All of the cardboard boxes have been cut apart and have been stuffed into two re-cycle bins. Mrs. Lebec and I worked for nearly 2 hours ripping them into garbage can sized pieces. The boxes have been gathered since I became ill the first week of July, it’s a good feeling to have them on the curb waiting for the collection tomorrow. I am always impressed with the number of boxes that will fit into the bins when they are cut apart and laying flat. I was up until this glut, using all of the cardboard I could get my hands on in the garden for weed control and the Earthworm Farm. I stopped after learning it is a source of Fungi and Mold after it is damp; no more cardboard in the house. It makes great mulch, I may start using it for that but I suspect it has to be “hot” mulch versus cold. Raising the temperature above 130º F may kill the fungus and Mold, I’m not sure I’ve got some research to do.
I caught the Dusk golden hour the other day, in this blog I’m posting two from the evening period and two from the morning. The sun in this image is settling to the right which is West; our part of the slough lays directly East to West.
The light filtering through the long wide wings brings out how beautiful they are. This guy was flying against the wind, it was 25 mph two days ago when this photo was taken. He was beating his wings hard gaining headway however the most noticeable was the side slipping. Although flying West he was being blown to the North East towards me. He finally gave it up, performing a U-turn he put the wind to his back and sped downwind.
The Gold high-lights in the photos are not as intense during the afternoon session as they are in the morning.
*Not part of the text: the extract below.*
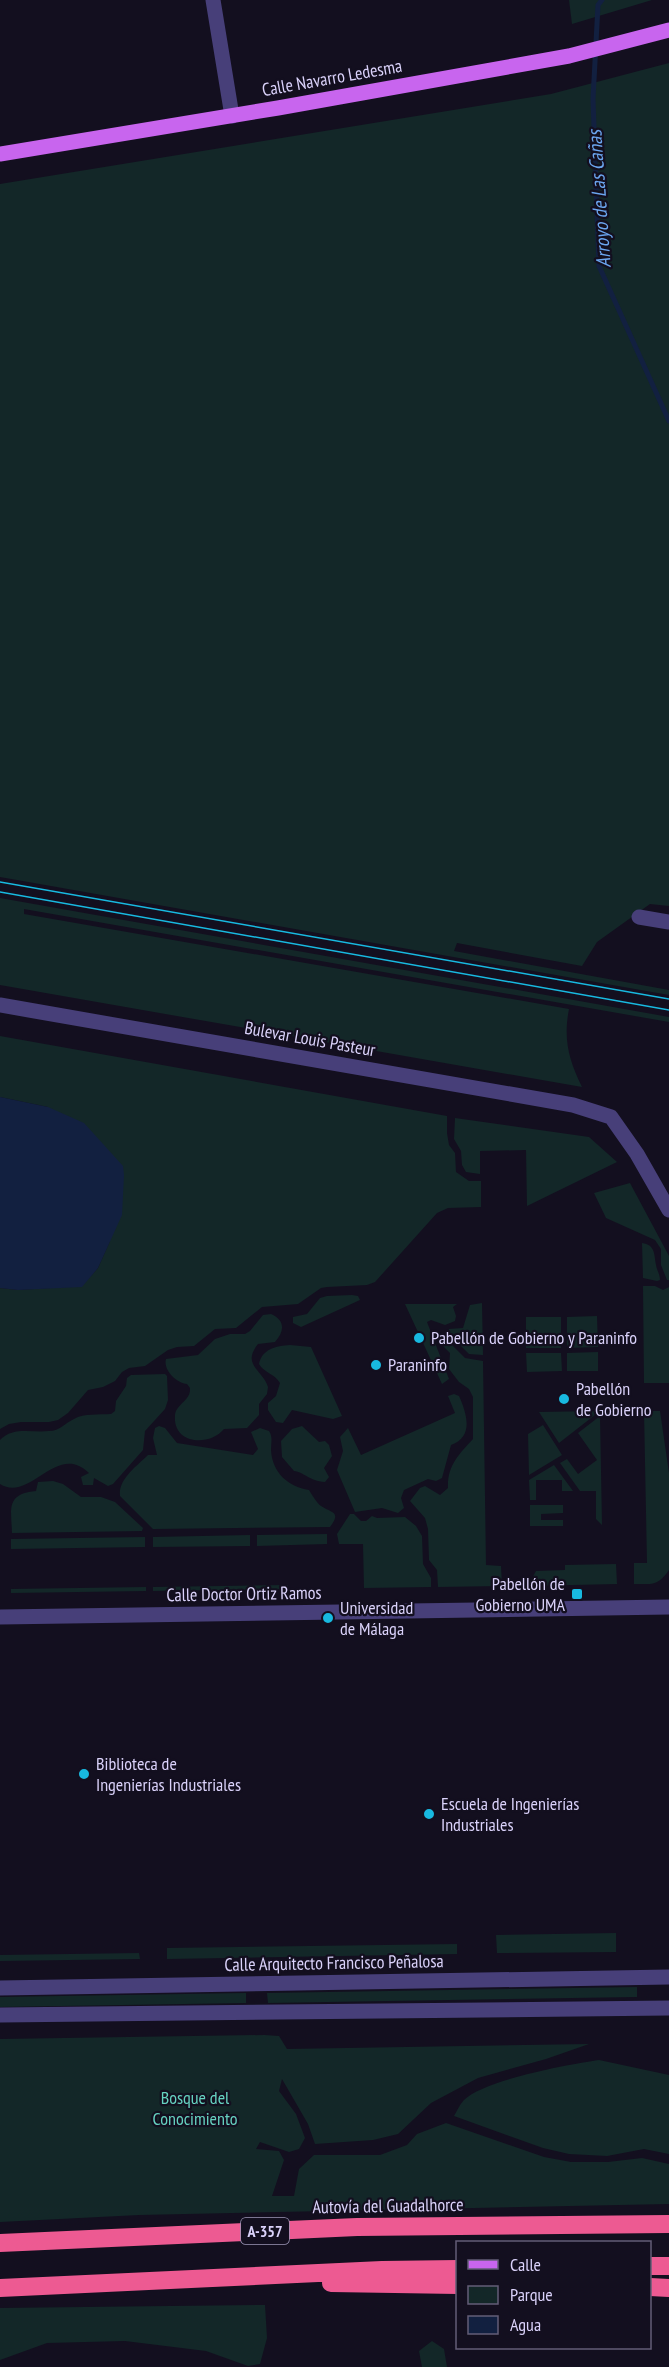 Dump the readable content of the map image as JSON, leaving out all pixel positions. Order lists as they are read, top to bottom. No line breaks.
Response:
{"streets":{"highway":["Autovía del Guadalhorce","A-357"],"main road":["Calle Navarro Ledesma"],"street":["Bulevar Louis Pasteur","Calle Doctor Ortiz Ramos","Calle Arquitecto Francisco Peñalosa"]},"water":["Arroyo de Las Cañas"],"parks":["Bosque del Conocimiento"],"places":{"other":["Pabellón de Gobierno y Paraninfo","Paraninfo","Pabellón de Gobierno","Universidad de Málaga","Biblioteca de Ingenierías Industriales","Escuela de Ingenierías Industriales"],"transit":["Pabellón de Gobierno UMA"]},"legend":["Calle","Parque","Agua"]} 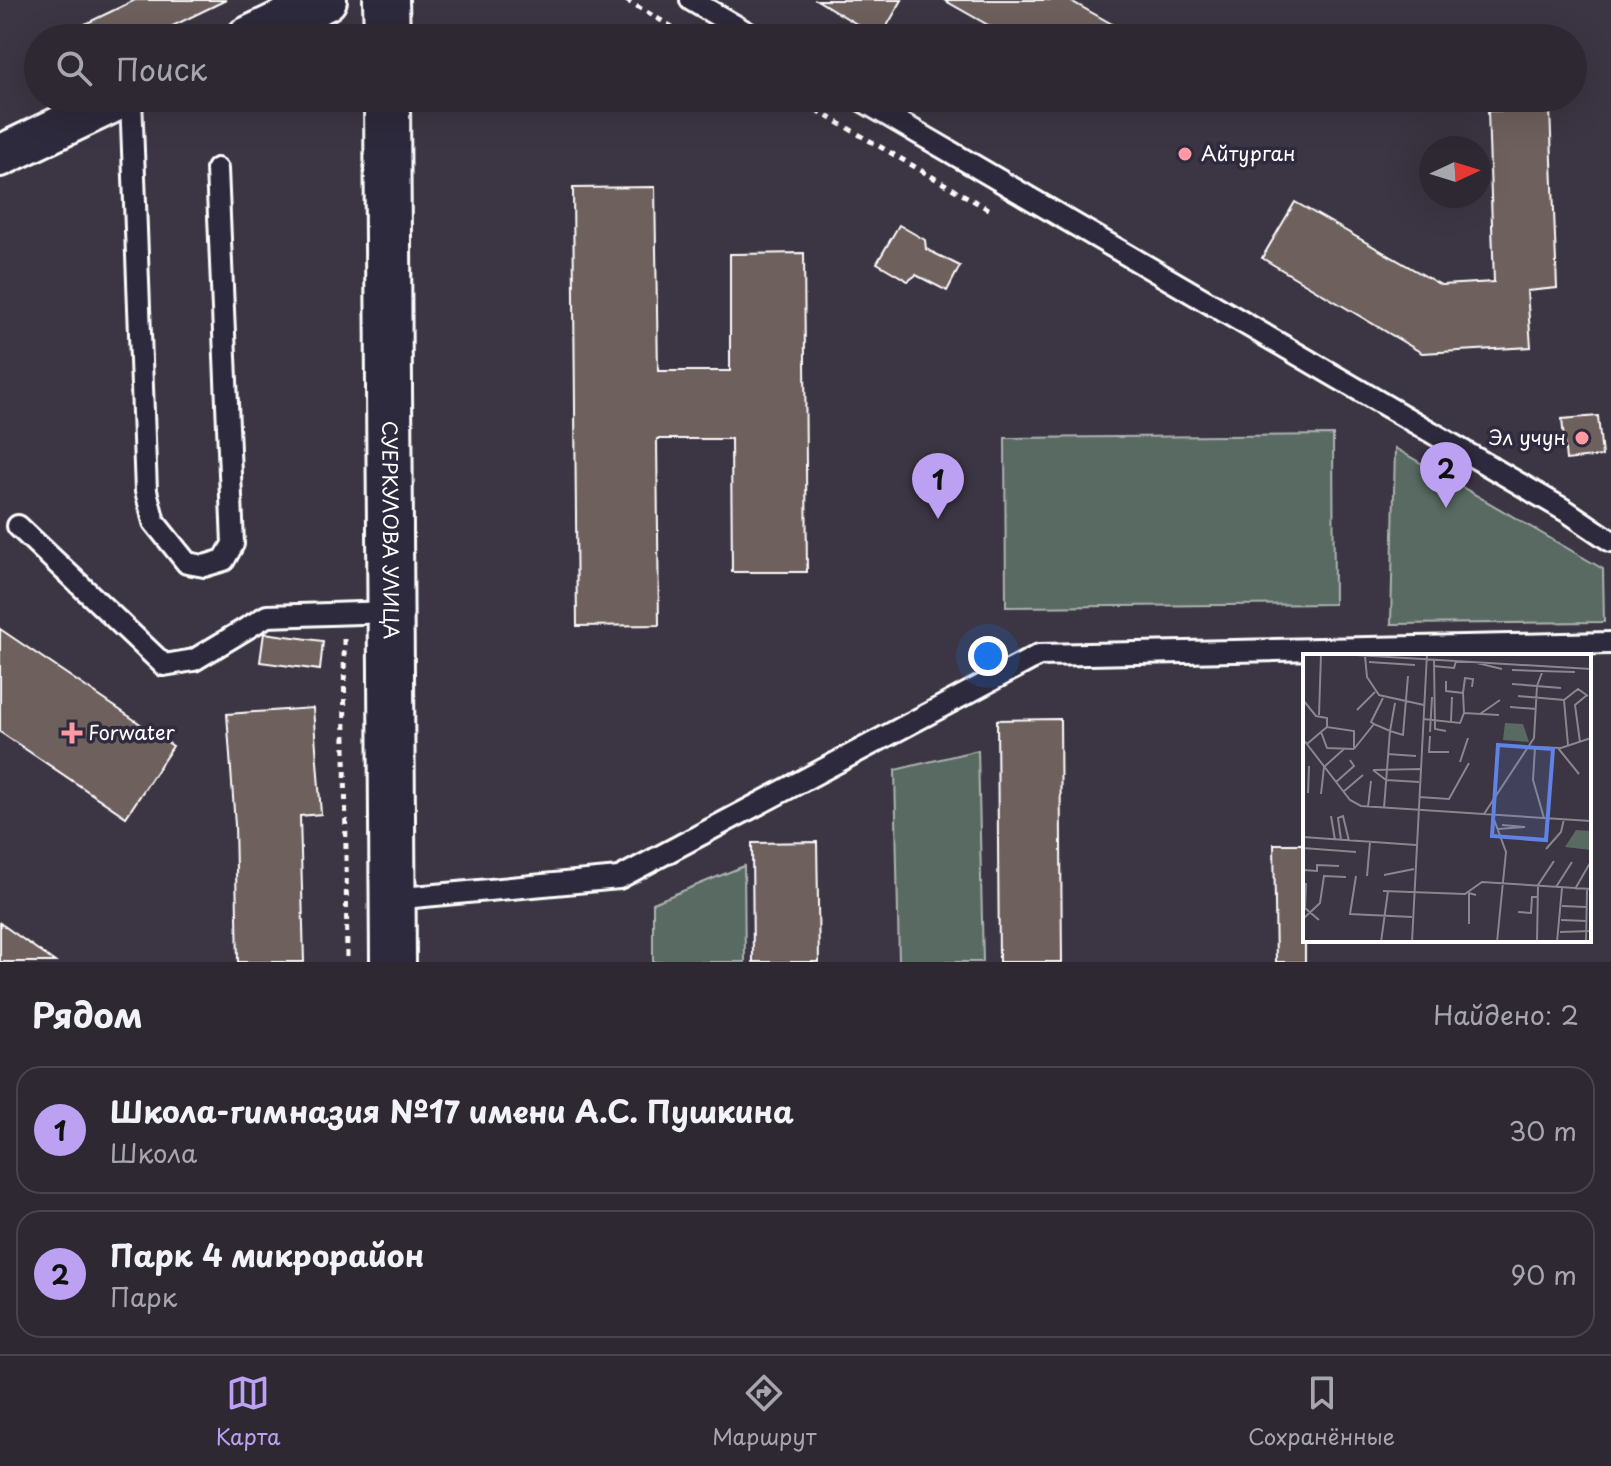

It still adds an interesting glow to the entire frame. The Egrets hunt long into the night they fly around the slough until well after dark. I’m not sure about their eyesight but my suspicion is they are able to see quite well. He was flying close to the far side Levee just above the top most likely to use as a wind break of sorts. I have noticed the windier it gets the closer they fly to the ground or water until it gets too strong, in that case they catch a ride on the wind and leave.
This image was taken during the early morning as the Sun was rising, everything fell into place with this picture. In other words there is an equal amount of luck and skill. Part of the luck is the golden glow matches the Hay Barn in the distance which I believe is blurred just the correct amount. There are times the Golden Glow is very intense, so much that it makes the photos appear to be either not legitimate or over edited. A bit of editing is needed on every image when it is taken in RAW, it’s the way cameras are made.
The photo of the Sparrow above was taken during a different event when the morning Golden Glow was not as intense. Again I was more than a bit lucky to catch this image, I was sitting on my scooter overlooking the slough on top of the Levee. The small birds were everywhere making me decide to take another attempt at getting some good shots of small flying birds. When this Sparrow landed close to me, then being lit up evenly it was a good opportunity.
Sparrows are in every Continent on Earth excluding Antartica. They are very resourceful birds, although insect/seed eaters they have to exert little effort to find a meal. They are survivors being part of the group shared with Coyotes, Raccoons and Corvids. (Although the later Crows and Ravens do not have habitats South of Nicaragua.)